Uma pesquisa AtlasIntel/Bloomberg divulgada em 2 de julho de 2026 colocou lado a lado dois episódios que abalam os dois principais campos da disputa presidencial de 2026: o vídeo em que Michelle Bolsonaro acusa o senador Flávio Bolsonaro de tê-la humilhado e a investigação do senador Jaques Wagner no caso do Banco Master. O levantamento ouviu 4.999 eleitores entre 26 e 30 de junho, por recrutamento digital aleatório, com margem de erro de um ponto percentual, 95% de confiança e registro no Tribunal Superior Eleitoral sob o número BR-04582/2026.
Segundo a pesquisa, 37,8% dos entrevistados acham que a crise entre Michelle e Flávio enfraquece muito a candidatura do senador à Presidência, e outros 26,3% dizem que enfraquece um pouco. No campo governista, 32,4% avaliam que o envolvimento de Wagner no caso Banco Master prejudica muito a campanha de Lula à reeleição, e 28,8% dizem que prejudica um pouco. A maioria, portanto, vê desgaste nos dois lados.
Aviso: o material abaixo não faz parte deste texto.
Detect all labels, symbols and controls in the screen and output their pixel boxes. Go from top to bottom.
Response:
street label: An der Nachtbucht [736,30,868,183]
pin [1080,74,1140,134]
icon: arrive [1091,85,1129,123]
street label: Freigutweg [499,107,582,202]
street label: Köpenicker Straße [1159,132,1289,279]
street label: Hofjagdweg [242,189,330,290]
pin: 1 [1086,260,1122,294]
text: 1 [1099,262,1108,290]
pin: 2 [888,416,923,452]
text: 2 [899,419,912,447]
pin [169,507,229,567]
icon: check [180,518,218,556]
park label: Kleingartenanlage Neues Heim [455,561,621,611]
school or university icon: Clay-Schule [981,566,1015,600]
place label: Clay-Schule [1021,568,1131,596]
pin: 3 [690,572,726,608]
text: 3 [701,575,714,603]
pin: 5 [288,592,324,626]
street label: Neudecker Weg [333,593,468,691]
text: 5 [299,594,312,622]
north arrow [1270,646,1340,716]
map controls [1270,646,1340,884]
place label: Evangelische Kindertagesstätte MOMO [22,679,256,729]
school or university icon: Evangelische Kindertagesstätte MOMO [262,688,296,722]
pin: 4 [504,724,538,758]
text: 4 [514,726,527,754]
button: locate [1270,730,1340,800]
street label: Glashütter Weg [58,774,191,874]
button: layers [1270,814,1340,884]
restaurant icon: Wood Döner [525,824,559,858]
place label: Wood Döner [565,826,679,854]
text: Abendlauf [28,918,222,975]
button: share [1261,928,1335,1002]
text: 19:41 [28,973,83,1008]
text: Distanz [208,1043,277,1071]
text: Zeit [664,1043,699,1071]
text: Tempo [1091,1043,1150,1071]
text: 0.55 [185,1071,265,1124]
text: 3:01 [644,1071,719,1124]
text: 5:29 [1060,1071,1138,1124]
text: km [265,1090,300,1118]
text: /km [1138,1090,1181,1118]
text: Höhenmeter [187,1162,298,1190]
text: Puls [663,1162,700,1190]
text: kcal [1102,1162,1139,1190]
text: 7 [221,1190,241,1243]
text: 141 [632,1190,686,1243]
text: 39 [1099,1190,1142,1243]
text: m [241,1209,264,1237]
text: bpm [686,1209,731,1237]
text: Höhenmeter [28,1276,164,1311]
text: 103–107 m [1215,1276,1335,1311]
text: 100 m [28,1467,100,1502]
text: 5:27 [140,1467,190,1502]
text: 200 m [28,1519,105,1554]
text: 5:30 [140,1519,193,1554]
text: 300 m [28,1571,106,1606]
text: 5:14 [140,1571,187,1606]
A cobertura de centro, majoritária no conjunto de veículos, relatou os números de forma descritiva e com paridade entre os dois recortes. Os textos de agência detalharam que 78% dos eleitores tiveram acesso ao vídeo de Michelle e que, entre eles, 38,3% concordam mais com a ex-primeira-dama e 20,6% com Flávio. Também registraram que, na disputa pela sucessão de Jair Bolsonaro, o senador lidera a preferência da direita com 43,2%, seguido por Nikolas Ferreira (18,4%), Renan Santos (14,5%) e o governador Tarcísio de Freitas (8,6%). Um dos veículos de centro trouxe ainda um debate entre comentaristas: enquanto um avaliou que o fogo amigo prejudica ambas as campanhas, outro argumentou que Lula leva vantagem, por não ter sido ele o acusado nominalmente, diferentemente de Flávio.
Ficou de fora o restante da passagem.